Our Self: Um blogue desalinhado, desconforme, herético e heterodoxo. Em suma, fora do baralho e (im)pertinente.
Lema: A verdade é como o azeite, precisa de um pouco de vinagre.
Pensamento em curso: «Em Portugal, a liberdade é muito difícil, sobretudo porque não temos liberais. Temos libertinos, demagogos ou ultramontanos de todas as cores, mas pessoas que compreendam a dimensão profunda da liberdade já reparei que há muito poucas.» (António Alçada Baptista, em carta a Marcelo Caetano)
The Second Coming: «The best lack all conviction, while the worst; Are full of passionate intensity» (W. B. Yeats)

13/05/2014

ARTIGO DEFUNTO: A arte de bem titular (6)

«Ajudas a Portugal e Grécia foram resgates aos bancos alemães»


Foi este o título escolhido pelo Pravda Público para a entrevista a Philippe Legrain, conselheiro económico de Durão Barroso, até Fevereiro, que publicou recentemente “European Spring: Why our Economies and Politics are in a mess”. Para situar Legrain no espectro doutrinário, baseado apenas na entrevista, já que não conheço a obra do homem, diria que é adepto de um keynesianismo mitigado, defende o perdão da dívida pública e privada, a mutualização da dívida pública e a adopção do quantitative easing pelo BCE. Defende tudo isto com alguma inteligência, umas pitadas de pensamento milagroso e aqui e ali descartando os factos que não encaixam na sua abordagem.

Seriam possíveis dezenas de títulos para esta peça com a entrevista, mas a jornalista de causas do Público em Bruxelas, ou alguém por ela, escolheu um propositadamente manipulador porque, como dizia o poeta Aleixo a mentira para ter alcance e profundidade, tem que trazer à mistura alguma verdade. E a verdade é que os bancos alemães detinham dívida pública portuguesa e grega e não estavam nada interessados em registar imparidades e isso era (e é) uma preocupação do governo alemão.

Mas a verdade é também que os bancos alemães deteriam quando foi aprovado o PAEF uma fracção da dívida pública portuguesa muito inferior à da banca portuguesa (ver este post com a repartição da dívida em Fevereiro deste ano) cujos activos representavam uma percentagem insignificante dos activos da banca alemã. Ou seja, a exposição da banca alemã à dívida pública portuguesa era irrelevante, ao contrário da exposição da banca portuguesa que tinha potencialidade de fazê-la implodir.

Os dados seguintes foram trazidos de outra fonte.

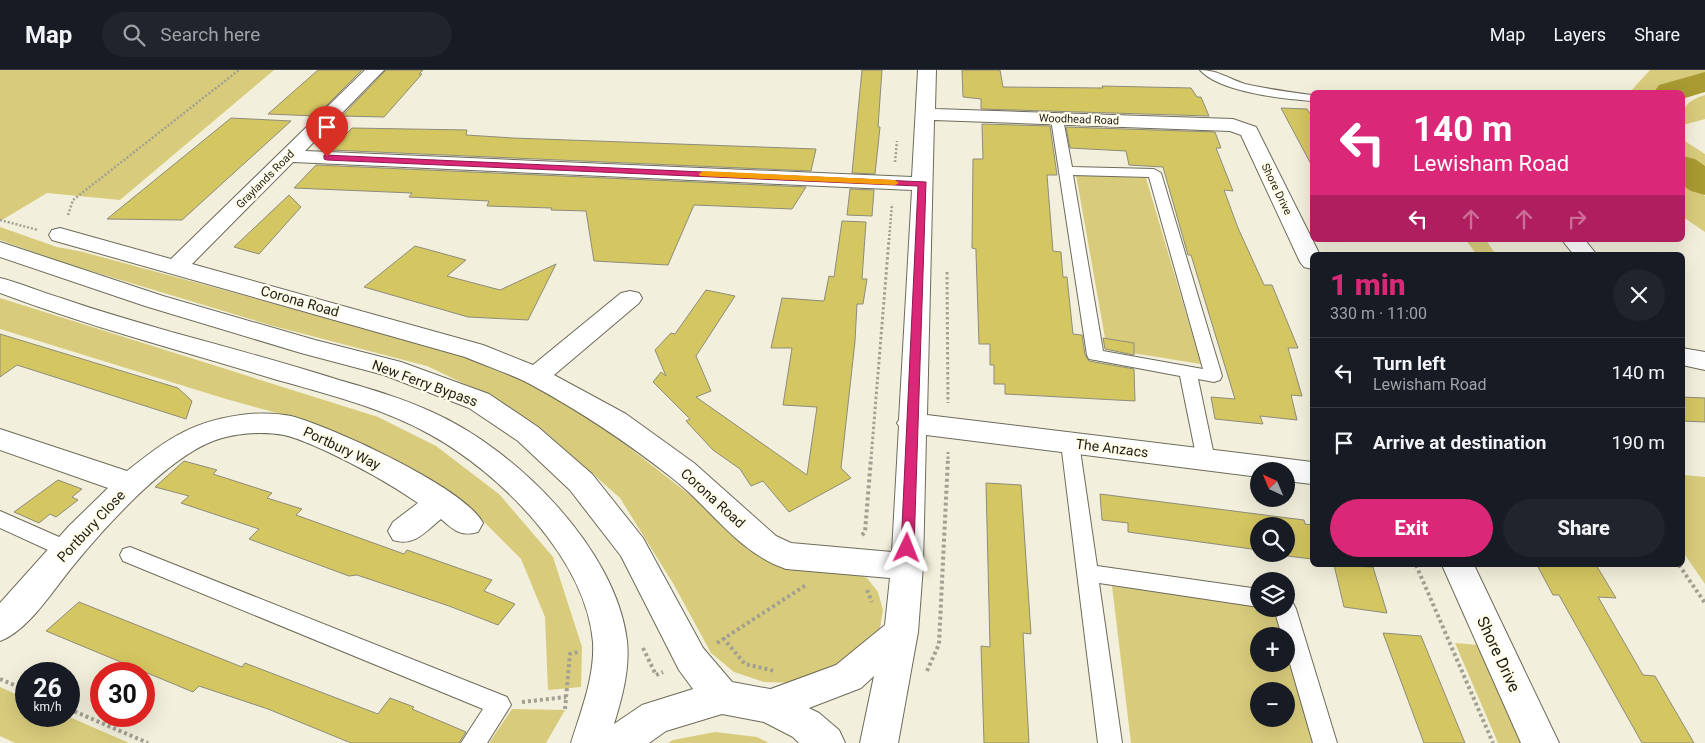 <!DOCTYPE html>
<html lang="en">
<head>
<meta charset="utf-8">
<style>
	body { margin:0; font-family:Roboto,sans-serif; background:#20242c; color:#f1f3f6; height:100vh; display:flex; flex-direction:column; font-size:19px; white-space:nowrap }
	* { box-sizing:border-box; margin:0 }
	p { font-size:16px; color:#9ea1a6 }
	.icon { flex:none; width:28px; height:28px; fill:none; stroke:currentColor; stroke-width:2; stroke-linecap:round; stroke-linejoin:round }
	.map { position:relative; flex:1; overflow:hidden }
	.sheet { position:absolute; left:1310px; top:182px; width:375px; height:315px; display:flex; flex-direction:column; background:#171b24; border-radius:8px; box-shadow:0 5px 20px #0002 }
	.sheet>* { flex:none }
	.hud { position:absolute; left:1310px; top:20px; width:375px; height:152px; border-radius:8px; box-shadow:0 5px 20px #0002; background:#db2777; color:#fff; overflow:hidden }
	.needle { width:32px; rotate:316deg }
	.buttons { position:absolute; left:1250px; top:392px; display:grid; gap:10px }
	.buttons a { display:grid; place-items:center; width:45px; height:45px; border-radius:50%; background:#171b24; box-shadow:0 5px 20px #0002; font-size:25px }
	.speed { position:absolute; left:15px; top:592px; display:flex; gap:10px; font-size:25px; font-weight:700; text-align:center }
	.speed>* { display:grid; place-content:center; width:65px; height:65px; border-radius:50%; background:#171b24; box-shadow:0 5px 20px #0002; line-height:1 }
	.speed small { font-size:12px; font-weight:400 }
	.speed .limit { border:8px solid #d22; background:#fff; color:#111 }
	.pin { position:absolute; display:grid; place-items:center; width:42px; height:42px; color:#fff; margin:-51px -21px; border-radius:50% 50% 50% 0; rotate:-45deg; box-shadow:0 0 5px #0007 }
	.pin .icon { rotate:45deg }
	.me { position:absolute; width:55px; margin:-28px; rotate:2deg; stroke-linejoin:round; filter:drop-shadow(0 0 4px #0008) }
	.turn { display:flex; align-items:center; gap:18px; height:105px; padding:0 20px; font-size:22px }
	.turn .icon { width:65px; height:65px; stroke-width:2.5 }
	.turn b { display:block; font-size:35px; line-height:42px }
	.lanes { display:flex; align-items:center; height:48px; padding:0 20px; background:#0003; justify-content:center; gap:25px; direction:ltr }
	.lanes .off { opacity:.35 }
	.round { display:grid; place-items:center; flex:none; width:52px; height:52px; border-radius:26px; background:#20242c }
	.overview { display:flex; align-items:center; justify-content:space-between; height:85px; padding:0 20px }
	h1 { font-size:30px; font-weight:800; line-height:38px; color:#db2777 }
	.cta { display:flex; gap:10px; margin-top:auto; padding:10px 20px }
	.cta a { flex:1; height:58px; border-radius:30px; background:#db2777; color:#fff; font-size:20px; font-weight:800; line-height:58px; text-align:center }
	.cta a+a { background:#20242c; color:#f1f3f6 }
	ul { padding:0; list-style:none }
	li { display:flex; align-items:center; gap:15px; height:70px; padding:0 20px; border-top:1px solid #363941 }
	li div { flex:1 }
	li b { display:block; font-size:19px }
	li em { font-style:normal }
	header { display:flex; align-items:center; gap:30px; box-sizing:border-box; height:70px; padding:0 25px; background:#171b24; border-bottom:1px solid #363941 }
	header strong { font-size:24px }
	nav { display:flex; gap:28px; margin-inline-start:auto; font-size:18px }
	.search { width:350px; height:45px; background:#20242c; display:flex; align-items:center; gap:12px; box-sizing:border-box; padding:0 18px; border-radius:28px; color:#9ea1a6; font-size:19px }
	.map>svg:first-child { display:block }
	.green { fill:#d8cc7c; fill-rule:evenodd }
	.lines { fill:none; stroke-linecap:round; stroke-linejoin:round }
	.river { fill:#a99b32; fill-rule:evenodd }
	.building { fill:#d4c661; stroke:#8e8c7b }
	.lane-casing { stroke:#6d6b5a; stroke-width:2 }
	.street-casing { stroke:#6d6b5a; stroke-width:2 }
	.highway-casing { stroke:#6d6b5a; stroke-width:2 }
	.path-far2 { stroke:#a2a092; stroke-width:2.5; stroke-dasharray:2 2; stroke-linecap:butt }
	.path-far1 { stroke:#a2a092; stroke-width:3; stroke-dasharray:2.5 2.5; stroke-linecap:butt }
	.path { stroke:#a2a092; stroke-width:4; stroke-dasharray:3 3; stroke-linecap:butt }
	.lane { fill:#fff; fill-rule:evenodd }
	.street { fill:#fff; fill-rule:evenodd }
	.highway { fill:#fff; fill-rule:evenodd }
	.route { fill:#db2777; stroke:#8e194d }
	.slow { fill:#f59e0b }
	.labels { text-anchor:middle; stroke-width:4.5; stroke-linejoin:round; paint-order:stroke }
	.far-street-label { font-size:11px; fill:#1d1c15; stroke:#fffde9 }
	.street-label { font-size:14px; fill:#1d1c15; stroke:#fffde9 }
	.near-street-label { font-size:16px; fill:#1d1c15; stroke:#fffde9 }
</style>
</head>
<body>
<header>
<strong>Map</strong>
<div class="search"><svg class="icon" aria-label="search" viewBox="0 0 24 24"><circle cx="10" cy="10" r="6"/><path d="M15 15l6 6"/></svg>Search here</div>
<nav><a>Map</a><a>Layers</a><a>Share</a></nav>
</header>
<div class="map">
<svg width="1705" height="673" viewBox="0 0 1705 673">
	<rect width="100%" height="100%" fill="#f2efdc"/>
	<path class="green" d="M0,0h274l-154,130 -73,-7 -45,27 -2,-1z
		M1650,0h55v7l-40,11 -8,4h-27z
		M1705,25v24l-22,6c-1,-19 4,-24 22,-30z
		M1683,70l22,14v18l-22,-16z
		M1076,105l70,3 55,186 -94,-15z
		M1683,109l22,17v36l-22,-15z
		M0,157l57,20 26,5 366,99 80,32 61,34 109,85 64,57 27,7 51,3 26,9 11,14 5,18 -3,18 -10,16 -16,13 -57,26 -33,-1 -30,-10 -23,-19 -37,-68 -54,-87 -77,-68 -53,-34 -63,-30 -154,-40 -212,-64 -61,-22z
		M1466,170h20l10,15h-19z
		M0,228l378,119 58,29 63,48 54,63 29,90 -1,40 -33,3 -3,-73 -24,-58 -41,-41 -109,-70 -61,-26 -84,-23 -226,-70z
		M1683,405l22,2v107l-22,-32z
		M1112,516l139,17 8,3v3c14,0 23,14 26,27h-26v28h27v-25l30,104h-185zM1259,621h27v28h-27z
		M1455,573l24,2 45,98h-26z
		M0,617l26,12v17h41l62,27h-114l-15,-7z
		M512,639l53,1 -19,33h-57z
		M715,662l42,5 12,6h-101l5,-3z"/>
	<g class="lines">
		<path class="river" d="M1705,2v20l-23,7v-7h-28l5,-7z
			M1682,86l13,3 10,7v29l-14,-4 -9,-6z"/>
	</g>
	<path class="building" d="M318,0h44l-46,46 -48,-2z
		M386,0h37l-4,4h3l-38,43 -42,-1z
		M862,0h20l-4,57h2l-5,47 -23,-1z
		M962,0h38l3,17 100,1 -1,-2 89,2 6,9h4l8,19 -228,-7v-10l-18,-2z
		M1281,38l26,1 4,6 1,3v48z
		M231,48l60,3 -109,99 -75,-1z
		M982,54l68,2 7,49h-10l6,76 8,1 2,25h4l6,57 9,1 3,20 4,6 45,8 1,32 -130,-7v-10h-11v-19h-4v-21h-11l-3,-91v-4l-4,-1 1,-89h10z
		M1066,57l149,5 6,16h-5l17,43 -9,-1 14,38 26,57h8l26,63h-10l14,48 -11,-1 6,25 -37,-4 3,8 -48,-5 -4,-22 24,2 -44,-144h-3l-25,-88 -34,-2 -3,-14 -56,-3z
		M352,58l115,2 -1,5 47,3 303,11 -5,22 -481,-21z
		M316,95l490,22 -14,22 -98,-4 -26,60 -74,-4 -8,-50 -35,-1 1,-2 -65,-2 2,-5 -80,-4 3,-4 -118,-5z
		M850,119l24,1 -2,26 -25,-1z
		M289,125l12,12 -42,47 -25,-7z
		M842,151l24,1 -4,57h5l-4,25h-6l-2,37 -14,127 10,10 -62,34 -26,-31 -12,5 -11,-17 -27,-19 -27,-29 4,-2 -37,-37 8,-10 5,4 -11,-26 16,-17 4,1 31,-44 29,6 -39,60 15,35 -15,6 111,78 10,-68 -34,-2 9,-57h-21l11,-50 42,3 5,-25 5,1z
		M415,176l51,14 -19,16 53,14 56,-26 -28,56 -60,-3 -104,-30z
		M0,264l178,54 14,13 -6,18 -169,-54 -17,12z
		M1103,268l31,5v12l-29,-6z
		M1682,327l23,1v24l-23,-1z
		M184,391l33,9 -4,4 59,19 -5,5 35,11 -6,6 108,39 3,-4 85,30 -8,11 31,13 -17,21 -49,-19 -92,-31 -8,1 -100,-37 10,-10 -78,-26 8,-7 -34,-9z
		M58,410l24,9 -10,8 6,3 -22,17 -6,-3 -11,9 -25,-11z
		M986,413l35,2 10,149 -8,-1 6,110h-45l-3,-97 9,1z
		M1100,424l204,26 1,4 7,1v34l-41,-5h15v-28h-27v24l-131,-18v-9l-26,-3z
		M1334,495l39,2 14,46 -43,-6z
		M1537,495h59l20,33 -18,-1 45,78 12,1 39,67h-52l-83,-148h-6z
		M79,532l163,65 3,-4 133,51 12,-16 24,9 -2,2 54,23 -7,11h-108l-83,-34 -69,-23 -6,6 -147,-61z
		M1383,563l38,3 44,107h-41z"/>
	<g class="lines">
		<defs>
			<path id="lane" d="M1200,0c18,0 29,9 45,14 22,5 45,8 67,11v6c-28,-2 -93,-9 -112,-31z
				M1057,45l6,4 9,48 82,2 7,4 61,203 -2,4 -6,2 -16,-3 17,81 -2,5 -7,2 -7,-2 -2,-5 -17,-84 -85,-16 -6,-1 -2,-4 -36,-236zM1073,105l76,2 54,192 -100,-18z
				M1070,366l6,2 3,5 18,123 162,23v18l-160,-24 23,160h-24l-37,-300 3,-5z
				M0,441l75,33 3,6 -3,6 -7,2 -7,-2 -61,-28z
				M130,477l377,150 4,8 -24,38h-26l22,-34 -360,-148 -3,-6 3,-6z
				M1286,530l7,3 3,6 41,134h-24l-27,-93v-14h-4l-8,-27h12z"/>
			<path id="street" d="M365,0h19l-79,81 607,26 6,-107h18l-1,39 298,10 23,8 64,128h-8v14l-8,-2 -4,-5 -59,-127 -11,-4 -296,-11 -7,295 385,47v22l-26,-3v-10h-27v6l-333,-42 -3,131 -5,66 -20,111h-38l14,-67 -13,12 -91,35 -13,-5 -5,-12 5,-12 79,-29 49,-40 5,-47 -104,-9c-48,-16 -76,-62 -115,-92 -46,-36 -91,-66 -143,-94 -20,-10 -42,-17 -63,-26l-413,-117 -3,-5 3,-5 8,-2 111,31zM293,92l619,28 -13,230 -2,3 2,3 -7,126 -101,-9 -15,-7 -82,-73 -68,-49 -72,-39 85,-72 3,-5 -3,-5 -9,-2 -9,2 -88,72 -50,-20 -291,-81z
				M1562,170h23l12,15h-23z
				M1682,278l23,4v18l-23,-5z
				M249,344c14,-1 28,-1 42,2 41,11 173,71 192,107l-5,9c-18,5 -24,-2 -37,-13 -16,13 -27,28 -48,21l-5,-9 5,-9 25,-19c-29,-20 -60,-37 -92,-52 -14,-6 -28,-13 -42,-16 -22,-4 -50,-2 -71,6 -47,18 -108,86 -140,125 -19,23 -45,65 -73,75v-38l69,-77 39,-38 -108,-38v-21l127,42c42,-33 66,-51 122,-57z
				M1442,495h32l85,178h-38z"/>
			<path id="highway" d="M0,172l163,54 152,44 86,22 88,32 49,33 54,47 51,64 60,110 29,34 38,7 49,24 20,17 6,13h-46l-6,-6 -29,-15 -42,-8 -56,17 -17,12h-78c10,-32 24,-67 22,-101 -7,-83 -93,-169 -162,-207 -48,-27 -104,-41 -157,-56 -91,-28 -184,-52 -274,-86v-15c21,5 40,14 61,20 37,13 76,24 114,35 55,15 110,30 164,47 31,9 63,18 93,32 82,36 184,136 195,229 3,28 -5,57 -13,83l28,-19 51,-16 -14,-19 -58,-114 -51,-66 -52,-49 -49,-33 -85,-33 -83,-22 -156,-47 -145,-49z"/>
		</defs>
		<use href="#lane" class="lane-casing"/>
		<use href="#street" class="street-casing"/>
		<use href="#highway" class="highway-casing"/>
		<path class="path-far2" d="M895,92l2,-21
			M68,145l5,-15 166,-130
			M0,150l38,10
			M889,170l3,-36"/>
		<path class="path-far1" d="M947,202l1,131
			M871,389l18,-220
			M948,389v-7"/>
		<path class="path" d="M862,465l3,-3 6,-74
			M1416,495l77,178
			M1679,495l26,38
			M867,520l5,12
			M723,568l22,26 30,7
			M717,573l89,-58
			M643,578l13,27 7,-3
			M927,601l12,-27 9,-186
			M0,609l26,11
			M522,632l44,-5
			M69,639l79,34
			M565,639l5,-55 8,-2"/>
		<use href="#lane" class="lane"/>
		<use href="#street" class="street"/>
		<use href="#highway" class="highway"/>
	</g>
	<path class="route" d="M324,85l602,27 -12,366 -2,4 -5,2 -5,-2 -1,-4 17,-362 -591,-26 -3,-1z"/>
	<path class="slow" d="M703,101l192,9 4,3 -4,2 -195,-9 -1,-2z"/>
	<g class="labels">
		<g class="far-street-label">
			<text transform="translate(1079 49) rotate(2)" y="4">Woodhead Road</text>
			<text transform="translate(265 109) rotate(-45)" y="4">Graylands Road</text>
			<text transform="translate(1277 119) rotate(64)" y="4">Shore Drive</text>
		</g>
		<g class="street-label">
			<text transform="translate(300 231) rotate(16)" y="5">Corona Road</text>
			<text transform="translate(425 313) rotate(20)" y="5">New Ferry Bypass</text>
			<text transform="translate(342 378) rotate(25)" y="5">Portbury Way</text>
			<text transform="translate(1112 378) rotate(7)" y="5">The Anzacs</text>
			<text transform="translate(713 428) rotate(42)" y="5">Corona Road</text>
			<text transform="translate(91 456) rotate(-47)" y="5">Portbury Close</text>
		</g>
		<g class="near-street-label">
			<text transform="translate(1499 584) rotate(65)" y="6">Shore Drive</text>
		</g>
	</g>
</svg>
<div class="buttons">
<a><svg class="needle" viewBox="-14 -14 28 28"><path d="M0-13l5 13h-10z" fill="#e53935"/><path d="M0 13l5-13h-10z" fill="#9ea1a6"/></svg></a>
<a><svg class="icon" aria-label="search" viewBox="0 0 24 24"><circle cx="10" cy="10" r="6"/><path d="M15 15l6 6"/></svg></a>
<a><svg class="icon" aria-label="layers" viewBox="0 0 24 24"><path d="M12 4l9 5-9 5-9-5zM3 14l9 5 9-5"/></svg></a>
<a>+</a>
<a>−</a>
</div>
<div class="speed"><div>26<small>km/h</small></div><div class="limit">30</div></div>
<div class="pin" style="left:327px;top:87px;background:#d93025"><svg class="icon" aria-label="arrive" viewBox="0 0 24 24"><path d="M6 21V4h12l-3 4 3 4H6"/></svg></div>
<svg class="me" style="left:907px;top:478px" viewBox="-20 -20 40 40"><path d="M0-17L14 15 0 8-14 15z" fill="#db2777" stroke="#fff" stroke-width="4"/></svg>
<div class="hud">
<div class="turn"><svg class="icon" aria-label="left" viewBox="0 0 24 24"><path d="M17 20v-9H6M10 6l-5 5 5 5"/></svg><div><b>140 m</b>Lewisham Road</div></div>
<div class="lanes"><svg class="icon" aria-label="left" viewBox="0 0 24 24"><path d="M17 20v-9H6M10 6l-5 5 5 5"/></svg><svg class="icon off" aria-label="ahead" viewBox="0 0 24 24"><path d="M12 20V5M6 11l6-6 6 6"/></svg><svg class="icon off" aria-label="ahead" viewBox="0 0 24 24"><path d="M12 20V5M6 11l6-6 6 6"/></svg><svg class="icon off" aria-label="right" viewBox="0 0 24 24"><path d="M7 20v-9h11M14 6l5 5-5 5"/></svg></div>
</div>
<section class="sheet">
<div class="overview"><div><h1>1 min</h1><p>330 m · 11:00</p></div><a class="round"><svg class="icon" aria-label="close" viewBox="0 0 24 24"><path d="M6 6l12 12M18 6L6 18"/></svg></a></div>
<ul>
<li><svg class="icon" aria-label="left" viewBox="0 0 24 24"><path d="M17 20v-9H6M10 6l-5 5 5 5"/></svg><div><b>Turn left</b><p>Lewisham Road</p></div><em>140 m</em></li>
<li><svg class="icon" aria-label="arrive" viewBox="0 0 24 24"><path d="M6 21V4h12l-3 4 3 4H6"/></svg><div><b>Arrive at destination</b></div><em>190 m</em></li>
</ul>
<div class="cta"><a>Exit</a><a>Share</a></div>
</section>
</div>
</body>
</html>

Àquele facto deve adicionar-se um outro, citado por Teixeira dos Santos, numa entrevista já antiga (quando ainda era objecto do ódio de estimação dos socráticos), retransmitida ontem na Grande Reportagem da SIC, de o pedido de assistência ter sido despoletado pela incapacidade dos bancos portugueses continuarem a comprar a dívida pública (eram os únicos que o faziam nessa altura e deixaram de o poder fazer porque o BCE deixou de aceitar as OT portuguesas como colateral para financiar os bancos portugueses).

Considerados esses dois factos, para ficar por aqui, o título mais adequado teria sido:

«Ajudas a Portugal foram resgates aos bancos portugueses»


Título tão mais adequado quanto nos 3 anos seguintes a banca portuguesa, autoconsiderada em estado de boa saúde, começou a desfazer-se e os bancos a pedirem dinheiro ao governo - o único dos grandes que não o fez então (BES), veio passado 3 anos a mostrar-se em estado tão crítico como os outros.

1 comentário:

Anónimo disse...

É por este post e outros assim que o Impertinências é o melhor blogue português.